The Prince Regent and Mitchell River Important Bird Area is a 7333 km^{2} tract of land comprising several contiguous protected areas in the north-west Kimberley region of northern Western Australia. It includes the Mitchell Plateau.

==Description==
The site consists of the Prince Regent, the Mitchell River and Lawley River National Parks, and the Camp Creek and Laterite Conservation Parks. The climate is monsoonal; the average annual rainfall of over 1200 mm is the highest in the north-west Kimberley, sustaining the richest patches of rainforest in the region. Because it has not been stocked with cattle, which damage woodland habitats, riverine vegetation and alluvial flats, it carries relatively high densities of key bird species. Much of the country is rugged, constituted of Wunaamin Miliwundi sandstones. The Mitchell Plateau is a bauxitic laterite plateau with Livistona palm forests.

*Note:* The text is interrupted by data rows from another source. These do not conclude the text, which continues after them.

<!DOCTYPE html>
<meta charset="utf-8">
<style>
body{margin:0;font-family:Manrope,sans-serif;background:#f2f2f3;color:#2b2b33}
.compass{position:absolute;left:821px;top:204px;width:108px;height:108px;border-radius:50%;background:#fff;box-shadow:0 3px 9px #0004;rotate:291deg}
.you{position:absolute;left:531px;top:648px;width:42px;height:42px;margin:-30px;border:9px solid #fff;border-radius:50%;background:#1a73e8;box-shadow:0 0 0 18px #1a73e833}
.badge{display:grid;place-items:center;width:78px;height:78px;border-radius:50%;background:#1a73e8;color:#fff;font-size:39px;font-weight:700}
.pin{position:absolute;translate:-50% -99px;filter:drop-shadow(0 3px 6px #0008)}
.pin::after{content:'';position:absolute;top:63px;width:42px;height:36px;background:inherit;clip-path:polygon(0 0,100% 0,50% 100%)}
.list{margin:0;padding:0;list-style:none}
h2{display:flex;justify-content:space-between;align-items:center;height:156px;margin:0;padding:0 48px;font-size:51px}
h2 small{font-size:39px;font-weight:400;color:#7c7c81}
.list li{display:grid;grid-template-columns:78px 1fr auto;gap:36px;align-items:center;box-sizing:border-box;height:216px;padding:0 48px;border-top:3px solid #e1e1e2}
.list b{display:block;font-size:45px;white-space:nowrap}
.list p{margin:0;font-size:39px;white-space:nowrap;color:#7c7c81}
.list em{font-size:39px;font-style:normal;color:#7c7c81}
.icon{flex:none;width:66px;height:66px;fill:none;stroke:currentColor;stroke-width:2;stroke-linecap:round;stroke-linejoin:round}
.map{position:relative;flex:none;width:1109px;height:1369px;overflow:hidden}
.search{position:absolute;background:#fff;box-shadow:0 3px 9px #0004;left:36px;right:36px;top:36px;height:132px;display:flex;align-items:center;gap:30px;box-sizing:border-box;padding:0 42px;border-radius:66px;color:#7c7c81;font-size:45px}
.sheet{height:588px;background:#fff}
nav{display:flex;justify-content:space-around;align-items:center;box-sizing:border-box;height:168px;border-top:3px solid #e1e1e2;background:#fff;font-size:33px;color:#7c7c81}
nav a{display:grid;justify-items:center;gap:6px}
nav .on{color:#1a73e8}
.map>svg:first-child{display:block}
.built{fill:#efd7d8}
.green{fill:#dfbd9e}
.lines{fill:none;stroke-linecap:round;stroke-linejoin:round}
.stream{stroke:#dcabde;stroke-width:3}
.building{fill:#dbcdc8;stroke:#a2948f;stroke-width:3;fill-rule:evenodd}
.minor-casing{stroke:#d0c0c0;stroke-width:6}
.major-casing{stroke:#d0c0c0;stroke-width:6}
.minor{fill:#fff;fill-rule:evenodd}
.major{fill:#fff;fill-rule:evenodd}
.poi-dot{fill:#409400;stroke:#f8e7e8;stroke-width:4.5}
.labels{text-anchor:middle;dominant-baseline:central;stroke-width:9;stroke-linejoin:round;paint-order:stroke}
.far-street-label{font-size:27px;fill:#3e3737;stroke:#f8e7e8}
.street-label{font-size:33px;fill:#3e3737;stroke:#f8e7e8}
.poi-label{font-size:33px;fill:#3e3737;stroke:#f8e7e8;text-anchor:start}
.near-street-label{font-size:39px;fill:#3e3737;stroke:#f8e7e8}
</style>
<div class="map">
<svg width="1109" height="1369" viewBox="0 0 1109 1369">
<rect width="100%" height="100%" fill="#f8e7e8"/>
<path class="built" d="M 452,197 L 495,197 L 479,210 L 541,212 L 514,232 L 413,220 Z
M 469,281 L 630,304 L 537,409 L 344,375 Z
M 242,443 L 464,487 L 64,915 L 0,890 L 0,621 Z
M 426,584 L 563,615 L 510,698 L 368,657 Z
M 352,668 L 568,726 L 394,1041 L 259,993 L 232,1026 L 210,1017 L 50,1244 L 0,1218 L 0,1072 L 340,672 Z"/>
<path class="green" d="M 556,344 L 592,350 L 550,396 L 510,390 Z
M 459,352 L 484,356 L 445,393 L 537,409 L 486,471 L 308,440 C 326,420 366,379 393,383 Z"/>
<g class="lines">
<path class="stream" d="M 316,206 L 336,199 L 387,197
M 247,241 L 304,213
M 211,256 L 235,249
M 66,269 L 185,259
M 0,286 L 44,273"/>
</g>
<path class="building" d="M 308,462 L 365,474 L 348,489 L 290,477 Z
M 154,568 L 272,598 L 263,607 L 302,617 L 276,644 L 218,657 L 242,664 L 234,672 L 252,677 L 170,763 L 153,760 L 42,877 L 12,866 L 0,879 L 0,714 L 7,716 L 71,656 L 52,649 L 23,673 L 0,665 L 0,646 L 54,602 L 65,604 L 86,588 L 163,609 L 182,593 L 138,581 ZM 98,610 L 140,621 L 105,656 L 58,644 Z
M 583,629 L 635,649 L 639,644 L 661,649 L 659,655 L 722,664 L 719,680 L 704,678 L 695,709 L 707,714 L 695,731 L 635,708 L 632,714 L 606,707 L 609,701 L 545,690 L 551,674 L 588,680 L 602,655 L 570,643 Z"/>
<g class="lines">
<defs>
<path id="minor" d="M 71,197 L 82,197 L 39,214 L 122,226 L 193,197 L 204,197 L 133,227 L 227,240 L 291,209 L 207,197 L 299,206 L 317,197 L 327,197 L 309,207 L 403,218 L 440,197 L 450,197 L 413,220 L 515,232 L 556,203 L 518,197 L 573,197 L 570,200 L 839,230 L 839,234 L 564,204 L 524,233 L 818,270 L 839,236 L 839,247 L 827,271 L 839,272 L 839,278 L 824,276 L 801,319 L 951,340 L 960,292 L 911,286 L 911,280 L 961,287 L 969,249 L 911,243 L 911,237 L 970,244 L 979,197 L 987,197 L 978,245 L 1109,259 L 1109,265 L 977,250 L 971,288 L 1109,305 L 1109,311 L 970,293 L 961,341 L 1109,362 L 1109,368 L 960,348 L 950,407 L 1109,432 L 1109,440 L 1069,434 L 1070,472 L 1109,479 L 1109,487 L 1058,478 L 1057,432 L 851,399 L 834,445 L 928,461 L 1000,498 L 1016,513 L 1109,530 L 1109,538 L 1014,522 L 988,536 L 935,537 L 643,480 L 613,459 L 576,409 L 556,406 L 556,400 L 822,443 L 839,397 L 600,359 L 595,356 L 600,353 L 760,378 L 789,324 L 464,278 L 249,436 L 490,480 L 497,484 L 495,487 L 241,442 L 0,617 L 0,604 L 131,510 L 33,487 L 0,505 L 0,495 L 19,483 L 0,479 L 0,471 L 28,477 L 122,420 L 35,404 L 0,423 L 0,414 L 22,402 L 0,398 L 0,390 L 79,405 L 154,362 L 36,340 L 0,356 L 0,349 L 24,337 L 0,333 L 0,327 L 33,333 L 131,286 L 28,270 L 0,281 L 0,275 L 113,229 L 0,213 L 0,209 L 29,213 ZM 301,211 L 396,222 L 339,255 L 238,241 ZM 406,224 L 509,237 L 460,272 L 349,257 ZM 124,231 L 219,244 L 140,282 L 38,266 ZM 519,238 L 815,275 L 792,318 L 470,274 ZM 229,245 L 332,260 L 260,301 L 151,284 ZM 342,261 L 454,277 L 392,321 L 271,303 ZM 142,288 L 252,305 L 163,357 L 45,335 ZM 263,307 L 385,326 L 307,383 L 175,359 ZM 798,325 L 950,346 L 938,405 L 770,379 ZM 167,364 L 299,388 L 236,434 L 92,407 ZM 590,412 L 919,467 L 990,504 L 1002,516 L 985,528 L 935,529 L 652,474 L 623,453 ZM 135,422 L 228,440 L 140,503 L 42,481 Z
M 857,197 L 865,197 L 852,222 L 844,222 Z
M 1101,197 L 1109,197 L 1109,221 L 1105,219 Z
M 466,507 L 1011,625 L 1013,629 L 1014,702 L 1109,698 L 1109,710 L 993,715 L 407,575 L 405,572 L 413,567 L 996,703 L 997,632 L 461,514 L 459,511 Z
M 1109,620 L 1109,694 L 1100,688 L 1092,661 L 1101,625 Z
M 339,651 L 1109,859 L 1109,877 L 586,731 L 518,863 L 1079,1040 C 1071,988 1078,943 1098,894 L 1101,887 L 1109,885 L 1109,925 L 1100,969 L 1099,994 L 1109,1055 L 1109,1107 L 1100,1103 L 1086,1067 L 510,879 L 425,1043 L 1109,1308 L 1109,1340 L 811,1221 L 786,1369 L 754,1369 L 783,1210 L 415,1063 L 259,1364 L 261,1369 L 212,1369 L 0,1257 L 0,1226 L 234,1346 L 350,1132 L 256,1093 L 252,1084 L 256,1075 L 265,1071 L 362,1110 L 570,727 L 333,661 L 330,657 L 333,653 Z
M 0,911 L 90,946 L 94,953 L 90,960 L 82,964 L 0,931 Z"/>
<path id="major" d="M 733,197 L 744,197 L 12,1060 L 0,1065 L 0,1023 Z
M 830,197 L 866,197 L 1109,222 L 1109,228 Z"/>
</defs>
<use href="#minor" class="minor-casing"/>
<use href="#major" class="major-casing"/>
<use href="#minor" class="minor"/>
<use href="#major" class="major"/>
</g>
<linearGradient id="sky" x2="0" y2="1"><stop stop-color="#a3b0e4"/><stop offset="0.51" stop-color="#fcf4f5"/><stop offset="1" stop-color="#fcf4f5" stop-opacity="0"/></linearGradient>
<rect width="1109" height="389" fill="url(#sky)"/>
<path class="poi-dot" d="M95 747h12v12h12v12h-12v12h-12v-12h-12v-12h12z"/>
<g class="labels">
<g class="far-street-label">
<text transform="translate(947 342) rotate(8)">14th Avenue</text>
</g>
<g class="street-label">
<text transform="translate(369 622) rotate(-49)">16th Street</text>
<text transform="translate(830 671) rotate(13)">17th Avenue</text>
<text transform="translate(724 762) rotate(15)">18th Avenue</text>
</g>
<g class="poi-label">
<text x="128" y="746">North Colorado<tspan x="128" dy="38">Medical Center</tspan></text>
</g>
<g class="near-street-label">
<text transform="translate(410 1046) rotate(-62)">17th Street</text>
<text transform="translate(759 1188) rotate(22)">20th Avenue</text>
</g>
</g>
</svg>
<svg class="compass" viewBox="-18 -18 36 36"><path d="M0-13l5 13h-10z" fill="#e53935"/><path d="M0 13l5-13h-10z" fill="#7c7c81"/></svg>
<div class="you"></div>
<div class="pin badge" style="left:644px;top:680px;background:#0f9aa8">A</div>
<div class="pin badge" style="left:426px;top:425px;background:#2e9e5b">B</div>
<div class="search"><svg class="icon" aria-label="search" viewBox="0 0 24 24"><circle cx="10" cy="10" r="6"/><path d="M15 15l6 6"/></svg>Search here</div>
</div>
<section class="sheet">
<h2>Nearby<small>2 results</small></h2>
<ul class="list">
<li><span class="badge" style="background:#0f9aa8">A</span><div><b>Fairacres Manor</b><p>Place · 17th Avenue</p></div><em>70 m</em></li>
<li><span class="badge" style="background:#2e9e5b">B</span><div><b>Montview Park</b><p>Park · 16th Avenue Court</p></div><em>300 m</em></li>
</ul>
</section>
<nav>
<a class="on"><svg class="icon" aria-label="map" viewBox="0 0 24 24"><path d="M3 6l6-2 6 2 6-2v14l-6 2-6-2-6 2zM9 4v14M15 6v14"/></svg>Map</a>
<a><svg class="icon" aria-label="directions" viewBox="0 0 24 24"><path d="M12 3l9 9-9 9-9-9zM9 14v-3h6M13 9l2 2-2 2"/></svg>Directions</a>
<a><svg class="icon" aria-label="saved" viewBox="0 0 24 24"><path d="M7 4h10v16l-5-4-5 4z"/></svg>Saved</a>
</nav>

On the coast there are substantial areas of mangroves.

===Threats===
Threats to the area's biodiversity come from uncontrolled bushfires, feral animals (especially cats), and increasing numbers of wild cattle.

==Birds==
The site has been identified by BirdLife International as an Important Bird Area (IBA) because it supports the largest known population of the western subspecies of the partridge pigeon as well as chestnut rails, white-quilled rock-pigeons and rainbow pittas. It contains most of the world populations of black grasswrens and Kimberley honeyeaters. It also supports several species restricted to tropical savanna habitats, chestnut-backed buttonquails, varied lorikeets, northern rosellas, white-gaped, yellow-tinted, bar-breasted and banded honeyeaters, silver-crowned friarbirds, sandstone shrike-thrushes, white-browed robins, canary white-eyes, masked and long-tailed finches.

==Other animals==
The area is one of only two in Australia that retains a largely intact mammal fauna. It contains populations of golden bandicoots, golden-backed tree rats, scaly-tailed possums, monjons and Kimberley rock rats. The rich herpetofauna found in the many small rainforest patches includes endemic reptiles such as the rough-scaled python. There are several species of camaenid land snails.